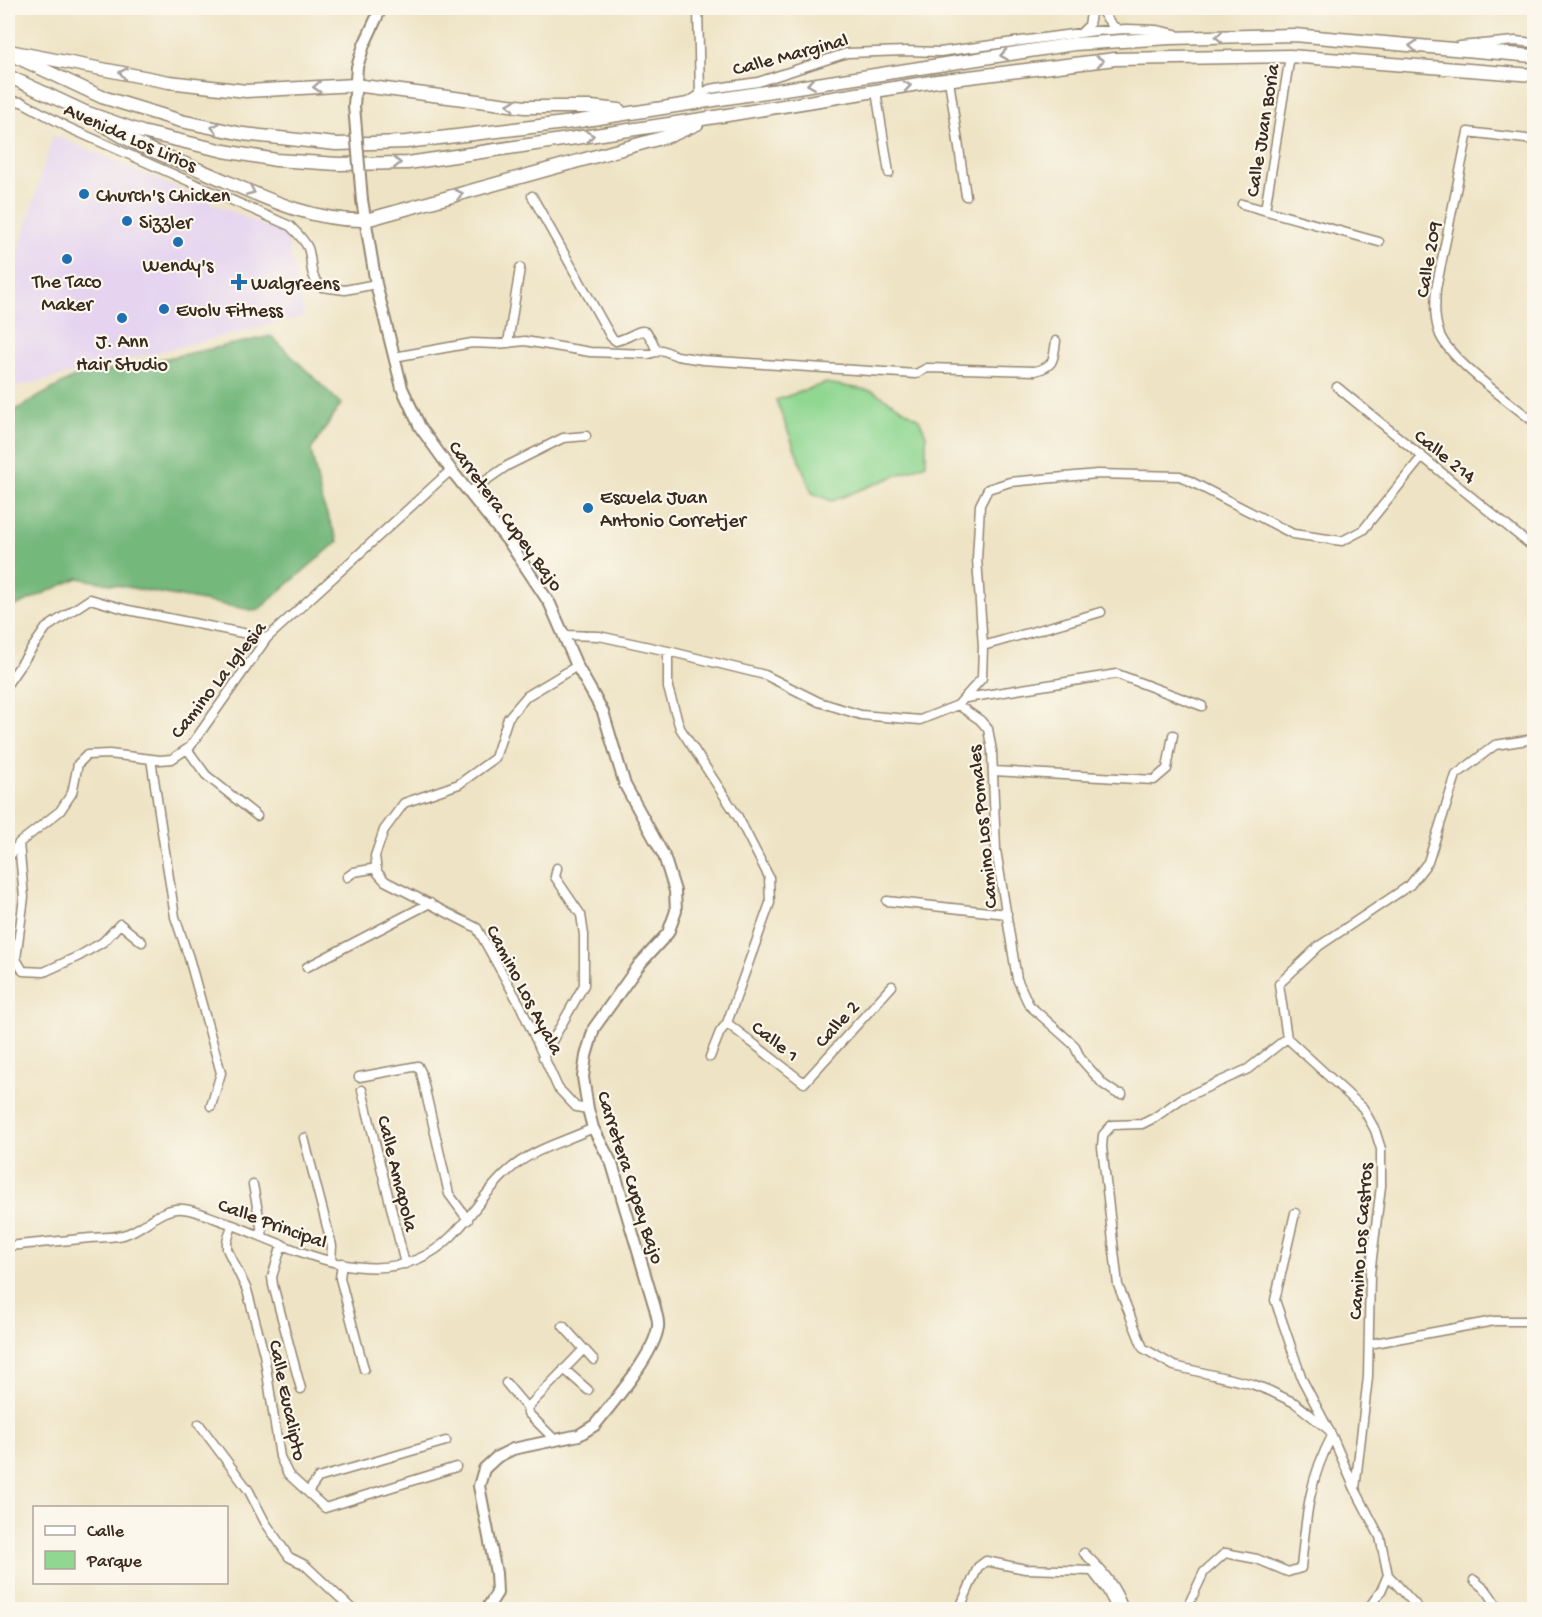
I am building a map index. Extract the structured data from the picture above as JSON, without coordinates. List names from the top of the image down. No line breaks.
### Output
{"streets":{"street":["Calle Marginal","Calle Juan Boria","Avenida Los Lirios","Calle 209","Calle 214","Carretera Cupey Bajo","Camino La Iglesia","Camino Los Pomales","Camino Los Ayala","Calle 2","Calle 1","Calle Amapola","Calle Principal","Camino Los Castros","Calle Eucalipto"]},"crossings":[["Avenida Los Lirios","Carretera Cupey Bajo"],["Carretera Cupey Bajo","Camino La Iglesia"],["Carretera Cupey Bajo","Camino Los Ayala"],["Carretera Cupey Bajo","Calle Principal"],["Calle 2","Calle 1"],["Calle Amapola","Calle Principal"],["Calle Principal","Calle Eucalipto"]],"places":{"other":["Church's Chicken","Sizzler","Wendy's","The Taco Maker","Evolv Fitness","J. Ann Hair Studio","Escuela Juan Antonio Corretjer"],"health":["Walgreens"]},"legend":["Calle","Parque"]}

• WHAT IS BEING ASKED
Give back the data exactly. Skip any images.

• THE COMPLETED TASK
I am building a map index. Extract the structured data from the picture above as JSON, without coordinates. List names from the top of the image down. No line breaks.
### Output
{"streets":{"street":["Calle Marginal","Calle Juan Boria","Avenida Los Lirios","Calle 209","Calle 214","Carretera Cupey Bajo","Camino La Iglesia","Camino Los Pomales","Camino Los Ayala","Calle 2","Calle 1","Calle Amapola","Calle Principal","Camino Los Castros","Calle Eucalipto"]},"crossings":[["Avenida Los Lirios","Carretera Cupey Bajo"],["Carretera Cupey Bajo","Camino La Iglesia"],["Carretera Cupey Bajo","Camino Los Ayala"],["Carretera Cupey Bajo","Calle Principal"],["Calle 2","Calle 1"],["Calle Amapola","Calle Principal"],["Calle Principal","Calle Eucalipto"]],"places":{"other":["Church's Chicken","Sizzler","Wendy's","The Taco Maker","Evolv Fitness","J. Ann Hair Studio","Escuela Juan Antonio Corretjer"],"health":["Walgreens"]},"legend":["Calle","Parque"]}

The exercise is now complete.